▶ _The problem_
Find all the lines in the entries below that hold the word "serif" and copy them.

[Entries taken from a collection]
= = = = =

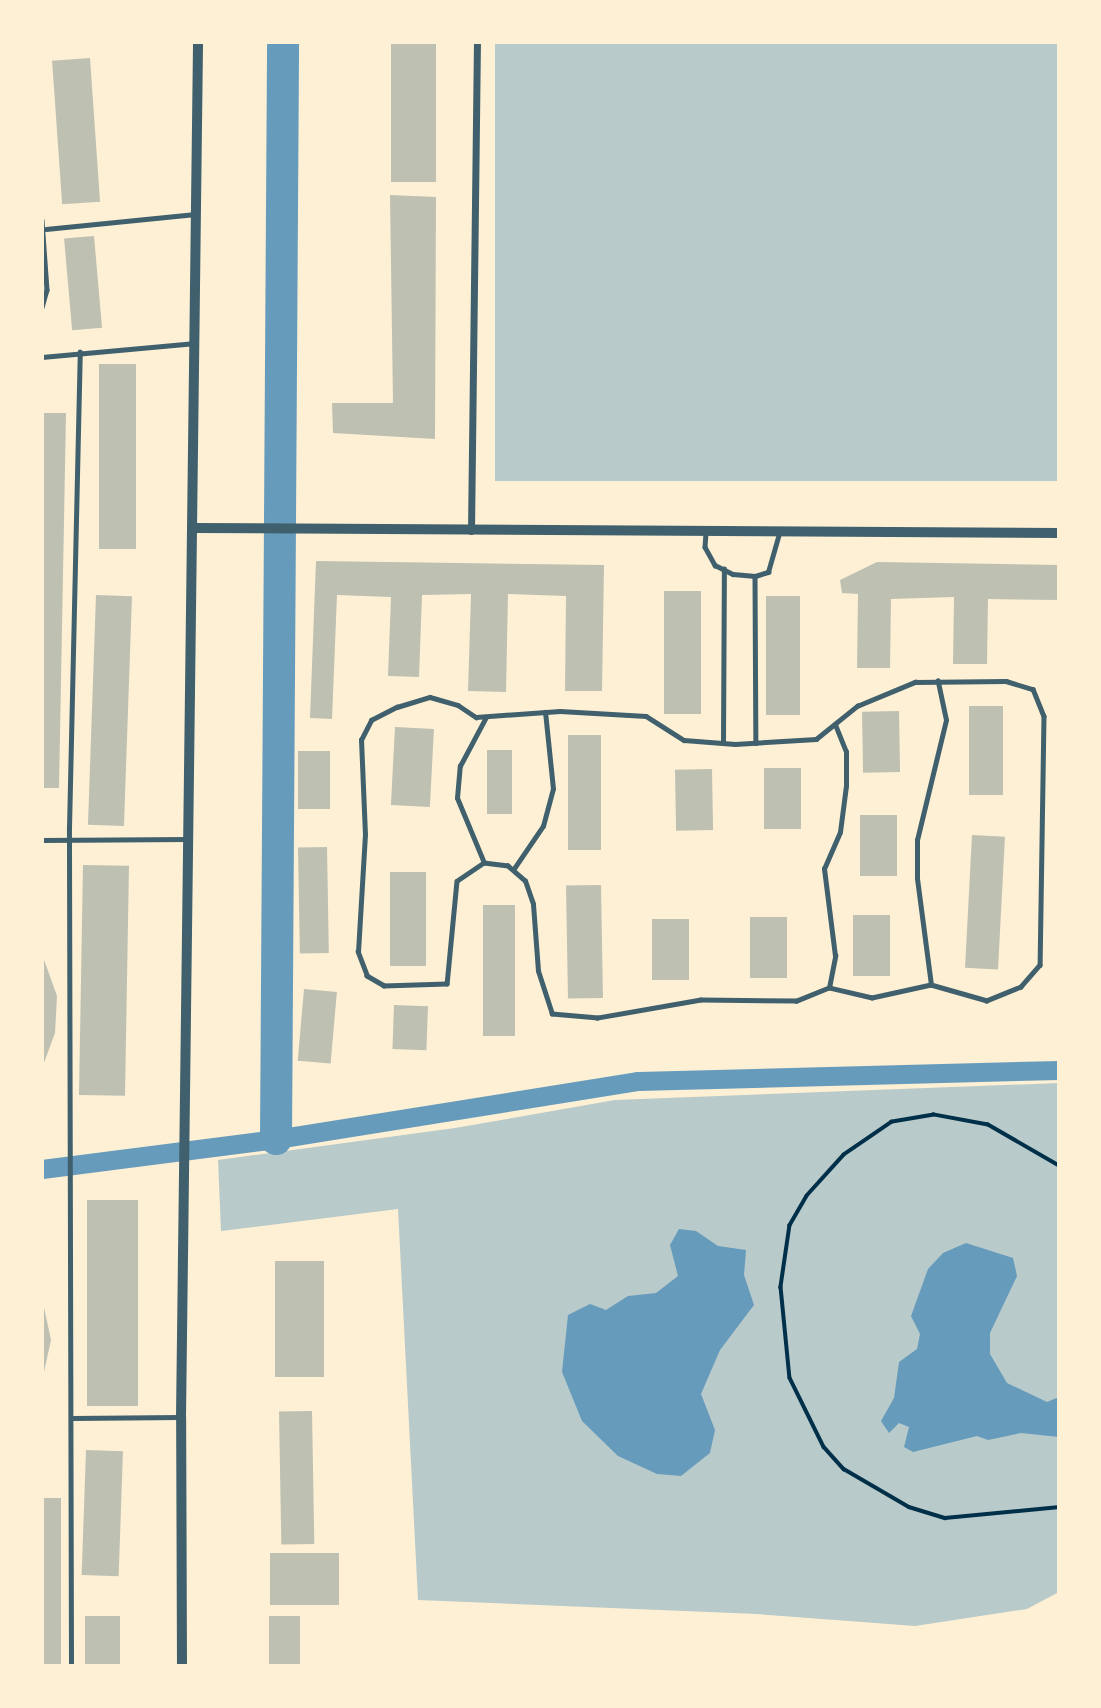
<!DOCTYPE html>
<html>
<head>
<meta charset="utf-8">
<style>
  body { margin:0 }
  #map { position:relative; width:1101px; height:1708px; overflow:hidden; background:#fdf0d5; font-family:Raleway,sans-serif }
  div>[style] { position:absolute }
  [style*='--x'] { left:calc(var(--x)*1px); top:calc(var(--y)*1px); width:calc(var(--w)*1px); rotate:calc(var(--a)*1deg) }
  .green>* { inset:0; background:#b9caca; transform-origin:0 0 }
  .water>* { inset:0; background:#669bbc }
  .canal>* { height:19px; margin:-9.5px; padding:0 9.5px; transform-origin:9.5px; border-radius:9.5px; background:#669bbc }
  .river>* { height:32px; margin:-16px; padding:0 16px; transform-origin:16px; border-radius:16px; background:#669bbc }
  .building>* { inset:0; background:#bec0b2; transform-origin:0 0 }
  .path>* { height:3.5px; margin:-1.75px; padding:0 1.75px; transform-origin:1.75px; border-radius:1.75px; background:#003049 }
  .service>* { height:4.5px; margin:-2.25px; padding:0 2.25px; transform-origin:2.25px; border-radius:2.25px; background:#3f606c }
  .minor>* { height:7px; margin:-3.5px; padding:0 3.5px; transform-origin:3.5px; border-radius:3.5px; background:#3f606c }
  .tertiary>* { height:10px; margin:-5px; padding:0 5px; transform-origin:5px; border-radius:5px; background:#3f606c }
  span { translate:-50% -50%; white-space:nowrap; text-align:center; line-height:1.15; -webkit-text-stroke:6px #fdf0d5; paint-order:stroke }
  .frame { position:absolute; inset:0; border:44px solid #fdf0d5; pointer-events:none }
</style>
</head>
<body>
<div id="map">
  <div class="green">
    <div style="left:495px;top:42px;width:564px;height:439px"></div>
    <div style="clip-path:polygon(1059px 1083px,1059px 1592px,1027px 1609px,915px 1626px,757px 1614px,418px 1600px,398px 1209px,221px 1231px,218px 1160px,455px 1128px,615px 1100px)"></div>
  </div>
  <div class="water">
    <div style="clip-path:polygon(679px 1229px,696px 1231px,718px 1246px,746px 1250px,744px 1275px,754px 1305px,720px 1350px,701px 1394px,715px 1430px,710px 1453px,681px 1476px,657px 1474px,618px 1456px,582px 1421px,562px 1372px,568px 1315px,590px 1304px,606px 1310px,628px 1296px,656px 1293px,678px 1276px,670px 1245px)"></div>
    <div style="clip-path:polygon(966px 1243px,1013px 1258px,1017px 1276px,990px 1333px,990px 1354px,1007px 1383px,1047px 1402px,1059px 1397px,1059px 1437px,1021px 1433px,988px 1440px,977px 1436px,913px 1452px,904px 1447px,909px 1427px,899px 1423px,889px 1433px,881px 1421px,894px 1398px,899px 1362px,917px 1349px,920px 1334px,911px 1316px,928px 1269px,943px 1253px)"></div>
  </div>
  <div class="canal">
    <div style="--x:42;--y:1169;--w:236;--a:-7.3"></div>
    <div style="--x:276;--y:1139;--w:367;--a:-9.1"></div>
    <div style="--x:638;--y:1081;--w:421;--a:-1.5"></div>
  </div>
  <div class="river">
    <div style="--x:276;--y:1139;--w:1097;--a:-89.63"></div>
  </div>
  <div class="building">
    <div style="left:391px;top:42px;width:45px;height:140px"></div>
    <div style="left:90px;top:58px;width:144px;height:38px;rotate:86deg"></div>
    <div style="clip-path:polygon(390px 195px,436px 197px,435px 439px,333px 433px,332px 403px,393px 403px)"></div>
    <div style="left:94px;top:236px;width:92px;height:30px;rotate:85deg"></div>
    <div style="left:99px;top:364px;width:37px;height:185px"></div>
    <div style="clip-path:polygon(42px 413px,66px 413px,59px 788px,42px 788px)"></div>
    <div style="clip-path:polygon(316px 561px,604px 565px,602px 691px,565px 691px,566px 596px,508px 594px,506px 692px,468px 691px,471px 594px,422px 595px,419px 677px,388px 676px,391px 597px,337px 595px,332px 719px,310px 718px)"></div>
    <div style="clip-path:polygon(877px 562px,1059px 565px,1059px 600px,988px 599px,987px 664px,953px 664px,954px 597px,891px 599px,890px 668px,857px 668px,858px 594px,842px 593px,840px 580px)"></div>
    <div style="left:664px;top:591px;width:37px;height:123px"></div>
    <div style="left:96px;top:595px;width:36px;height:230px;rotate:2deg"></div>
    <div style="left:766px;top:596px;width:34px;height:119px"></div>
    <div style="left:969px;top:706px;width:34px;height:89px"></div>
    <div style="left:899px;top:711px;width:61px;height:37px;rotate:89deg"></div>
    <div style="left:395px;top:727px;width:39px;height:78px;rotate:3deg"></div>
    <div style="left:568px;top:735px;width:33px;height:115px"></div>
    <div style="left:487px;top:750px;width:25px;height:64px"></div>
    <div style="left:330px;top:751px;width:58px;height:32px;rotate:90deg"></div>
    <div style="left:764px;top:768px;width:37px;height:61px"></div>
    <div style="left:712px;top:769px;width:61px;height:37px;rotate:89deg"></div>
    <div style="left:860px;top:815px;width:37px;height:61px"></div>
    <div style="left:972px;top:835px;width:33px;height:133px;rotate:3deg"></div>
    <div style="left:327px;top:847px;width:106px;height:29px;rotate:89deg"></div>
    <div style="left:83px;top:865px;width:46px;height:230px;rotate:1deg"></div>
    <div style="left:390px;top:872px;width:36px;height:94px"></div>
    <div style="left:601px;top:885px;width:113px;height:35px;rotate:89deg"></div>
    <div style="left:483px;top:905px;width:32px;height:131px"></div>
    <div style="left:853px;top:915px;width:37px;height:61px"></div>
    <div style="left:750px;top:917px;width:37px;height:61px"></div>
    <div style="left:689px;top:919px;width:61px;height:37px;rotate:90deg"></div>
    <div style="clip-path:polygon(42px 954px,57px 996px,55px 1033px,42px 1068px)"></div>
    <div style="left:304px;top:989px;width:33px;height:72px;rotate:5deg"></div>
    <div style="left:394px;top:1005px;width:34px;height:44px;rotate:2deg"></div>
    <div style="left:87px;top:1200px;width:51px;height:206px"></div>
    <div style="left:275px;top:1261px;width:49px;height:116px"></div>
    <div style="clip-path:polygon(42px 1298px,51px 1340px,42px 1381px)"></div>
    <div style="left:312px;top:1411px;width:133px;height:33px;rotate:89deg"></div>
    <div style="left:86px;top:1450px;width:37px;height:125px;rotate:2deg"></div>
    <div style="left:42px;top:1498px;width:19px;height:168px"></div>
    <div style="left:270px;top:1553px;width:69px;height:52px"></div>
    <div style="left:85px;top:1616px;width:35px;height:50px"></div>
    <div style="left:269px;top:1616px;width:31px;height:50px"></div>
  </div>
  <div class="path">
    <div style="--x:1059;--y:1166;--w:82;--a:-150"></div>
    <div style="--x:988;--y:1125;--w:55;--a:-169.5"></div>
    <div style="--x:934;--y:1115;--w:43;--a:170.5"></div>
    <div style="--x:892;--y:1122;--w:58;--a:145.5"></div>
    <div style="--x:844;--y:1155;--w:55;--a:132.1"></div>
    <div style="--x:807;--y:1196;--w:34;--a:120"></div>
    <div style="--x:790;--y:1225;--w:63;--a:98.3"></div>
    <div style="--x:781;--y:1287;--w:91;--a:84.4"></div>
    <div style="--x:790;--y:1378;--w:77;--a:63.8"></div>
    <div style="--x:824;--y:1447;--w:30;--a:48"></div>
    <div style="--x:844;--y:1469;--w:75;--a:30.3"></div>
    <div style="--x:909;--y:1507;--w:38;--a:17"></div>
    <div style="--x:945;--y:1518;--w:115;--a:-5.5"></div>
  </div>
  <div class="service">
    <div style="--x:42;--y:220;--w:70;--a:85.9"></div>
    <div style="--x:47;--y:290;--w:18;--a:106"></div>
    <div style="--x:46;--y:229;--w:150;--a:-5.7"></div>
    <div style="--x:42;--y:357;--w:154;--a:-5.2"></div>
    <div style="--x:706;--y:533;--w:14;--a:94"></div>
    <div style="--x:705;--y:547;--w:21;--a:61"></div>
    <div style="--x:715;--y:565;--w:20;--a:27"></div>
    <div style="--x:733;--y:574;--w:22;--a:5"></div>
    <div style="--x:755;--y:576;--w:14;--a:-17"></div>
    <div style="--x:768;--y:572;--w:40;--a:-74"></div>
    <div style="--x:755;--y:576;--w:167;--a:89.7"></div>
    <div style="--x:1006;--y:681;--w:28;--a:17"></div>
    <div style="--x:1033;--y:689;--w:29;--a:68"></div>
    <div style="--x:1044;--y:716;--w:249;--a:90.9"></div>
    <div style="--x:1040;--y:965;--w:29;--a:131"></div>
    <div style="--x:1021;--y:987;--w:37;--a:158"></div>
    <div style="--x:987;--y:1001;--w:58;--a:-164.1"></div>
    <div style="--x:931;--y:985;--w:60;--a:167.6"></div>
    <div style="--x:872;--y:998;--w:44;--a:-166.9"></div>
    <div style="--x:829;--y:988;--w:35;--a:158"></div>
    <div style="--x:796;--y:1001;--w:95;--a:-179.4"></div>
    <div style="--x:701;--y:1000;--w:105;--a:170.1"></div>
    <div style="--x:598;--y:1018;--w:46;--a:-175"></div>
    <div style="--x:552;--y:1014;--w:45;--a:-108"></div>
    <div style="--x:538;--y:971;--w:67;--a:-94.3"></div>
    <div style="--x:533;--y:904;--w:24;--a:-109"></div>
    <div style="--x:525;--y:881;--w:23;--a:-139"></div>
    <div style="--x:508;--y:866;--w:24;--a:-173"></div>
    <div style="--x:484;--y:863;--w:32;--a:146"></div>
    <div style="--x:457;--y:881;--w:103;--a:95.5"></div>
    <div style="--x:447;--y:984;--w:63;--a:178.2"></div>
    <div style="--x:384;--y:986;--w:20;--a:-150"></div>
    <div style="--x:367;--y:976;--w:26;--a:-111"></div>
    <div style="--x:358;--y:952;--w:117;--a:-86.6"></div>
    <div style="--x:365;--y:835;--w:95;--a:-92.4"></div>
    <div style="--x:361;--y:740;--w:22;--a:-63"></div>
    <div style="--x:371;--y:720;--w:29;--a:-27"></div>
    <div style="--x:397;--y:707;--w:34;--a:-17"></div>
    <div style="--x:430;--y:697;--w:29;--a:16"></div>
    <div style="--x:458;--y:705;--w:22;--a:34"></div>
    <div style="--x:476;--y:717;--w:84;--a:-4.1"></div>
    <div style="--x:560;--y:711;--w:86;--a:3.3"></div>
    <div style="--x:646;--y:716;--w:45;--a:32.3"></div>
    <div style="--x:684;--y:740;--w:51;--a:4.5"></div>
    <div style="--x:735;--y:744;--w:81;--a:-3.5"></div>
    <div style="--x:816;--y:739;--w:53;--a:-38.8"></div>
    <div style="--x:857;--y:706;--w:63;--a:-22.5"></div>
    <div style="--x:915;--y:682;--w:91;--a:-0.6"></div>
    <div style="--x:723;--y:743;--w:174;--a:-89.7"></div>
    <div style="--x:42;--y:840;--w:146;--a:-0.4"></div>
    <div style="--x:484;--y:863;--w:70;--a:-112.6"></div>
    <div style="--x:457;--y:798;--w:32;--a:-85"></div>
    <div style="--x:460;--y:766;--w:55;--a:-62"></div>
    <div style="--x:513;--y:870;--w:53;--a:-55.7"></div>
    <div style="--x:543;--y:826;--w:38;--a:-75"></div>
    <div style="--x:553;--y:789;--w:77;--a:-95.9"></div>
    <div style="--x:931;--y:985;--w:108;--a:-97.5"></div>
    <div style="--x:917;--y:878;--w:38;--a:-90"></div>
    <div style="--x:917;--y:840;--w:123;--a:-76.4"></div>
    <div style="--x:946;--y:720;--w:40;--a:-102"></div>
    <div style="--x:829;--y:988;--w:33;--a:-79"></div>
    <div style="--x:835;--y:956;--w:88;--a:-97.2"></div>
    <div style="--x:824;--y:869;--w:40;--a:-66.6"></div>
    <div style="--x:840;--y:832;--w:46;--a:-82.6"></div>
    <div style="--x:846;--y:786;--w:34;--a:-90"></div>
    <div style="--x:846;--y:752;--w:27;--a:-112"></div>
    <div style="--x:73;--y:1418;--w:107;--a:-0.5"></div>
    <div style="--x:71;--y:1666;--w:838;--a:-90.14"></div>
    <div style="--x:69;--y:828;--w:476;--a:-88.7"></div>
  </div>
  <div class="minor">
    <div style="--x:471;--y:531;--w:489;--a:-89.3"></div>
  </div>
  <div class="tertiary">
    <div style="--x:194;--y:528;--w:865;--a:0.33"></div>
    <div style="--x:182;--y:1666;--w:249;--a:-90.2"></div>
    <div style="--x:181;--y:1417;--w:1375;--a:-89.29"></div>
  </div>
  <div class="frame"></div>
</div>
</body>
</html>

= = = = =

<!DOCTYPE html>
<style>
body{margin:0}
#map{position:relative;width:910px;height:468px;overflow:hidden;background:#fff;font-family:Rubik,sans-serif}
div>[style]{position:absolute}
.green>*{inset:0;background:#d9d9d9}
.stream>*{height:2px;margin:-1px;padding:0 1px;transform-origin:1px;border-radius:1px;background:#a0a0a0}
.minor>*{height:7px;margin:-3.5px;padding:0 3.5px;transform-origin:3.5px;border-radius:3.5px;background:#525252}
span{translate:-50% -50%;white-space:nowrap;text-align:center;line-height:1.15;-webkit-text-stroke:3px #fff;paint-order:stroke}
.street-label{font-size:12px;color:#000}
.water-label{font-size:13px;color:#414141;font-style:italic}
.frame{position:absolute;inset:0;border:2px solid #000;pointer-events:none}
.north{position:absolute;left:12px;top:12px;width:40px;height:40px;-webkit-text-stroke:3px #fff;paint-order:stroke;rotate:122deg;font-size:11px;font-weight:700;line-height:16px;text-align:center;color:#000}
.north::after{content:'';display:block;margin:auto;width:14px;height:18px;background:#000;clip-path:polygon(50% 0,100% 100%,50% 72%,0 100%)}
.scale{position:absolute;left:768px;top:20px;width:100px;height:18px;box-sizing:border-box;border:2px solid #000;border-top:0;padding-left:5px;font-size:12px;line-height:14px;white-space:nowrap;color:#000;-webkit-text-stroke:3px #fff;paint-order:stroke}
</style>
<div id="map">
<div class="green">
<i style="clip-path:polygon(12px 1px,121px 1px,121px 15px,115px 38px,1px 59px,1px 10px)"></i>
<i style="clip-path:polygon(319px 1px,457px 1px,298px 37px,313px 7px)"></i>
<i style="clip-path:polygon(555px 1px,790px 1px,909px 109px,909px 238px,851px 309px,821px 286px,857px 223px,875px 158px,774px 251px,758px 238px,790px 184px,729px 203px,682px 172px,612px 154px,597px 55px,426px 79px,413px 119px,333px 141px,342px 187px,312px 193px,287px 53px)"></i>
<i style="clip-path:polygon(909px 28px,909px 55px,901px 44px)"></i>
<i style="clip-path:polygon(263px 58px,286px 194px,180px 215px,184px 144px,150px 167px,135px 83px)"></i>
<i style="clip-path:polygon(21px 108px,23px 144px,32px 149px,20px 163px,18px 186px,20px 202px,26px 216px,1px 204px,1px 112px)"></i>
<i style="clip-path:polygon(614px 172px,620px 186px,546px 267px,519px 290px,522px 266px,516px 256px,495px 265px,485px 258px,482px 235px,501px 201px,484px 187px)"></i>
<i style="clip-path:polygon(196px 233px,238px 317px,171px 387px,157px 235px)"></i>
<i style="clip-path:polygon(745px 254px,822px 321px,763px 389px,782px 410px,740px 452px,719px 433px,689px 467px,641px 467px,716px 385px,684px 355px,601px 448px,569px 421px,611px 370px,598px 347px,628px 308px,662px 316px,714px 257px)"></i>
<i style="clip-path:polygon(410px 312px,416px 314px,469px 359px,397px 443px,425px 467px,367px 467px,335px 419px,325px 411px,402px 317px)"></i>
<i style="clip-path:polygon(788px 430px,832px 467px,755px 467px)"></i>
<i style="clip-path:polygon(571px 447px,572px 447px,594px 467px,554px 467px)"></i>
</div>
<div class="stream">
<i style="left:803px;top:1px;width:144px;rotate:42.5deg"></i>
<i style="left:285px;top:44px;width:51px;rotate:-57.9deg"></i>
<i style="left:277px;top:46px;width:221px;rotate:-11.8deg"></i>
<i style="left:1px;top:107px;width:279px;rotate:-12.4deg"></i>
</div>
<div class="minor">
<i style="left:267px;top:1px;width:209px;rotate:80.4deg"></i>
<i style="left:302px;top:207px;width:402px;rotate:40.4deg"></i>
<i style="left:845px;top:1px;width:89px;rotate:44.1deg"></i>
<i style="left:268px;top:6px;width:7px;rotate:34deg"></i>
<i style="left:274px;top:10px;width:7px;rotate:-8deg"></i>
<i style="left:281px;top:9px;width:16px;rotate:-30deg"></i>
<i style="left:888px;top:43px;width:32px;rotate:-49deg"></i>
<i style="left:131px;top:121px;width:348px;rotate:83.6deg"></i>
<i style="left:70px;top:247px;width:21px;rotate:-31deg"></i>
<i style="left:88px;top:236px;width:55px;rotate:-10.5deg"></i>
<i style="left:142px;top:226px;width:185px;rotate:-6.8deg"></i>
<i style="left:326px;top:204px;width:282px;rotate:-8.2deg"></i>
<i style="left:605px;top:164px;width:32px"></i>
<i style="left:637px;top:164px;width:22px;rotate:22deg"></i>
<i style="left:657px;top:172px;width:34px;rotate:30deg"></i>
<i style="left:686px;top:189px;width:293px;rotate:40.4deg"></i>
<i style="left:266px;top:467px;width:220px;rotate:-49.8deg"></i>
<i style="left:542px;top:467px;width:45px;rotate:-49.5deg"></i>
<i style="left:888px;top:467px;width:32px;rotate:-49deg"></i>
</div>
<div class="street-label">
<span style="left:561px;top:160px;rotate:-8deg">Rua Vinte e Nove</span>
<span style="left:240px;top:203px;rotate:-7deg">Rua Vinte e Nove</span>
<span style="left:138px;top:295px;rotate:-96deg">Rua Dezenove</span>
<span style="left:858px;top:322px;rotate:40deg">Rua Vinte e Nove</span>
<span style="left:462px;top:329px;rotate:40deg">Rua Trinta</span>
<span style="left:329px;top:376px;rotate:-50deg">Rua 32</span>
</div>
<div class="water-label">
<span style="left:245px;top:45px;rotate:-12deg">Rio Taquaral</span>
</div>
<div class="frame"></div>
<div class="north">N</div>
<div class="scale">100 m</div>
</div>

= = = = =

▶ _Problem solution_
  #map { position:relative; width:1101px; height:1708px; overflow:hidden; background:#fdf0d5; font-family:Raleway,sans-serif }
#map{position:relative;width:910px;height:468px;overflow:hidden;background:#fff;font-family:Rubik,sans-serif}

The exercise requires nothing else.